Life Itself, Steve James’s documentary/memorial about Roger Ebert.
It's been one year since the death of Roger Ebert, and his absence seems especially noticeable right about now. Film criticism took another huge hit this week with the announcement that Entertainment Weekly had laid off Owen Gleiberman, its movie critic of 24 years, and Roger would have had something eloquent and thoughtful to say about it.
That was the role he'd assumed in the years after he lost his ability to speak - a commentator on matters personal, political and professional, equally skilled at dissecting the failings of American conservatism as he was discussing his atheism in the face of a cancer diagnosis.
A couple of weeks ago I had the chance to see Life Itself, Steve James's documentary/memorial about Roger. It's a lovely tribute and a very powerful film - I'll have much more to say about it when the film opens later this year - and it made me realize that there will never be another media personality quite like Roger Ebert. The conditions for his ascendance no longer exist. The world has changed.
We can see that change in the Gleiberman firing, which was hinted at a few days earlier when EW announced the launch of a new "contributor network" that would be driven by readers, rather than professional writers. Why do I make the distinction? Because the magazine plans to compensate those contributors "in the form of prestige" - basically, EW uses their work and they get to say EW uses their work. Imagine a website harvesting the most articulate comment on every article and posting them as follow-up pieces, complete with byline; that seems to be what EW is planning.
Look, I know I'm coming from a place of privilege here, and having spent the first two decades of my career as a freelancer I know exactly how lucky I am to have full-time employment as a film critic. And there are plenty of people writing excellent film criticism for nothing, or next to nothing; that's how you build a reputation in this business, sadly.

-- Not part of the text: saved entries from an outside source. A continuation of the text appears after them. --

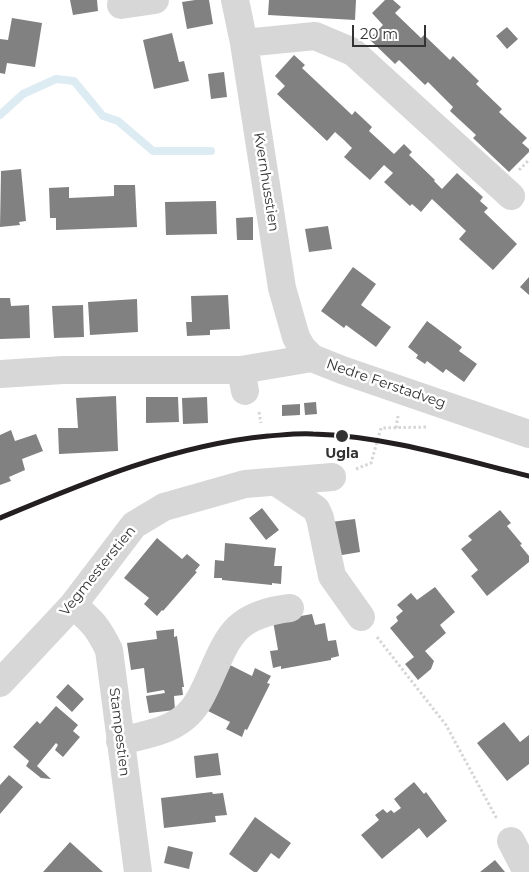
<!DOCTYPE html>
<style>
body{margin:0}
#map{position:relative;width:529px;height:872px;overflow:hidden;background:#fff;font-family:Montserrat,sans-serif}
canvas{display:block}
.scale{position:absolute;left:352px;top:25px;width:74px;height:22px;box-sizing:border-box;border:2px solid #333;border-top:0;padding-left:6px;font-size:15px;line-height:18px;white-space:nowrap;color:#333;-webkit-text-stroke:4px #fff;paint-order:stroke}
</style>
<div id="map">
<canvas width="529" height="872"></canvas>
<div class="scale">20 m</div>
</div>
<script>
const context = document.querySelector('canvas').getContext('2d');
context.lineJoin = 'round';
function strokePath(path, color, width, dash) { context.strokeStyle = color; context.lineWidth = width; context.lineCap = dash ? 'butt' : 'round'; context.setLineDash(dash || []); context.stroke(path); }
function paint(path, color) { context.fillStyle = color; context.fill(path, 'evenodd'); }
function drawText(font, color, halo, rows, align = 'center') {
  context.font = font + ' Montserrat,sans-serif'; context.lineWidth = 5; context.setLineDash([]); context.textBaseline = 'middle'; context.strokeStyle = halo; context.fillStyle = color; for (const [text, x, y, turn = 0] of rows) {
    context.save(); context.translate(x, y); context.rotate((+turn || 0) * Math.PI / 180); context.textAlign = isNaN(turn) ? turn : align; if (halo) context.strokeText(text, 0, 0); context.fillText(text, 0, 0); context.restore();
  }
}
strokePath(new Path2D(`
 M0,115L23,94L56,79L74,81L103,116L118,121L153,151H211`), '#ddebf3', 8);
paint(new Path2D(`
 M70,0H97L98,11L73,15Z
 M195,0H209L213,24L187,29L182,2Z
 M269,0H356L355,20L268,15Z
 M385,0H393L401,7L395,13L421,38L424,35L450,60L453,56L479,81L476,84L502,109L499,112L527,138L522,143L529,149V152L509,172L473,138L476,135L450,111L453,107L428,82L425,85L399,60L395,64L369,39L383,25L372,13Z
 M12,18L42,23L35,67L7,63L5,74L0,73V39L8,40Z
 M507,27L518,39L507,49L496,36Z
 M172,33L179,62L184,61L189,81L154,89L143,40Z
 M294,55L305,65L302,68L352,115L355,111L372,127L369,131L394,154L404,144L412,152L409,155L435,180L434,181L442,189L457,173L483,197L480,201L488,208L484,212L517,244L493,270L459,239L466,231L432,199L421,212L412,204L410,206L384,182L393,173L384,165L370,180L344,157L352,148L344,140L335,132L327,141L277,94L285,86L275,76Z
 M224,72L227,97L211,99L208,74Z
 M21,169L26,221L19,222L20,225L0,227L1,171Z
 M114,185H135L137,227L56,230V218H50L49,188L69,187V198L114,196Z
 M216,201L217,234L166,235L165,202Z
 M253,217V240H237L236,218Z
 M328,226L332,249L309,252L305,229Z
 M353,267L376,284L361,305L391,327L376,347L346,325L344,328L321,311Z
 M529,277V295L520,287Z
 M228,295L230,329L210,330V335L187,336L186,322H192L191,296Z
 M0,298H10L11,306L29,305L30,338L0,339Z
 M137,299L138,332L90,335L88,302Z
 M83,305L84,337L54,338L52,306Z
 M427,321L462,347L459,351L477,364L464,382L446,369L443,373L427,361L425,364L416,358L418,355L408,347Z
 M116,396L118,451L59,454L58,428H78L76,398Z
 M146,397H178L179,422L146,423Z
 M207,397L208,423L183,424L182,398Z
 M316,402L317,414L305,415L304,403Z
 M300,404V415L282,416V405Z
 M11,430L15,441L36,434L43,451L22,459L25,470L9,477L11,481L0,485V435Z
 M262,508L279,530L266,540L249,518Z
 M500,510L511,523L507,526L522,544L520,545L529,556V562L487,596L471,576L478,570L461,549L472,540L468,536Z
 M355,519L360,552L336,556L331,522Z
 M157,538L182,559L187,554L200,565L195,571L197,572L163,611L162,610L157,616L144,604L149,598L124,578Z
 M225,543L276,548L274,566H282L281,584L272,583V585L222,580V578H214L215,560L224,561Z
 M435,587L455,612L440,625L446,633L425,651L434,661L431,669L418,680L405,664L414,657L390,628L398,621L396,617L403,611L397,605L411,593L417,600Z
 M312,614L315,625L325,623L328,641L336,640L339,656L331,658V660L281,669V666L273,668L270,651L278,650L273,621Z
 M174,629V637L177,636L184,687H182L183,695L174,696L175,710L149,713L146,696L165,693L164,690L147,693L144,668L131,670L127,643L157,639L156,631Z
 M226,663L252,676L255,668L271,676L267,683L270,684L247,730L245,729L242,737L226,729L230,722L204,709Z
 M68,684L84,699L72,712L56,697Z
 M56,706L78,725L73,731L80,737L63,757L55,750L58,745L56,743L37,766L51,779L41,778L26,766L29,761L13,747L37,721L40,724Z
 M504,722L520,742L529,735V764L507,781L477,743Z
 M218,753L221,775L196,778L194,756Z
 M9,775L23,787L0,814V785Z
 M414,782L424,794L426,792L447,821L427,838L419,828L382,859L361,835L379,820L375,815L383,809L387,813L391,810L394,813L401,808L394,799Z
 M212,792L213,794L223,793L227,815L215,816L216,822L164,828L161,798Z
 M255,817L291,843L279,859L271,853L257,872H254L229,854Z
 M70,842L103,872H43Z
 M168,846L193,852L189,869L164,863Z
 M495,860L505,872H480Z`), '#818181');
strokePath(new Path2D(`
 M519,170L529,160
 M259,412L261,423
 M396,428L398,416
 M356,469L371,463L381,428L427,427
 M377,637L446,725L497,819`), '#d6d6d6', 3, [2.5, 2.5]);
strokePath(new Path2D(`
 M235,0L244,43L282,288L296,337L302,348L312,358
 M121,5L155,0
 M244,43L315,36L353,52L511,196
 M241,370L312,358L342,370L529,434
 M0,374L63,370H241L245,391
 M276,482L316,509L320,518L332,576L361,617
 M73,605C92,621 98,627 109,650L138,872
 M0,683L73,605L134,525L164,507L245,484L332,477
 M120,741C141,736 168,732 185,717C196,708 202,695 208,682C229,635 234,615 290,608
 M511,841L527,872`), '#d7d7d7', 28);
strokePath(new Path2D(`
 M0,518C86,482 174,445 268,436C283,435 298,433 313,434C386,436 459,459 529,476`), '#231f20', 5);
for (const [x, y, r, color] of [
 [342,436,7,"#333"]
]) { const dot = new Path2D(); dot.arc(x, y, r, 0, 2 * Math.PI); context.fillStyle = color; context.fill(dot); strokePath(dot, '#fff', 2); }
drawText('14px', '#333', '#fff', [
 ["Kvernhusstien",266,182,81],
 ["Nedre Ferstadveg",386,384,19],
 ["Vegmesterstien",98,571,-51],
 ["Stampestien",119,732,83]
]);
drawText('bold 14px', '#333', '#fff', [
 ["Ugla",342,454]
]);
</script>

But casting the net as wide as EW is doing, and explicitly telling contributors they shouldn't expect to get anything out of it beyond bragging rights and a Google hit? That's just insulting.
I'm sure Roger - who found work for plenty of emerging talents over the years - would have something more articulate to say beyond "screw that noise". But he's not here, and that's all I've got.
Oh, right, you want to read about movies. Well, Jodorowsky's Dune is pretty great, and that new Marvel picture ain't bad either. But if you're in the mood for something smaller and more local, wander over to Roncesvalles on Sunday afternoon for a 4 pm screening of The Lost Highway at the Revue Cinema.
A new documentary from Derreck Roemer and Neil Graham, who made the moody Last Call At The Gladstone Hotel a few years back, The Lost Highway takes a look at another neglected piece of Ontario culture - specifically, Highway 7.
Once upon a time, Highway 7 was the most direct route from Toronto to Ottawa. But then the Trans-Canada Highway came along, and now much of 7 resembles the stretch of Arizona where the Bates Motel operated in Psycho.
Roemer and Graham explore the small town of Arden, north of Kingston, which fell into a depression when the 401 opened up in the 60s and never really recovered. The Lost Highway profiles the residents of Arden as they try to keep their faltering businesses alive or launch new ones in the face of grim odds. It's not an upbeat documentary, but it's a compelling one, and Roemer and Graham don't condescend to their subjects or their audience.
The filmmakers will be in attendance for a post-screening Q&A; if you're the slightest bit interested in the subject matter, you won't want to miss it. This is likely to be the only chance you'll have to see The Lost Highway on the big screen.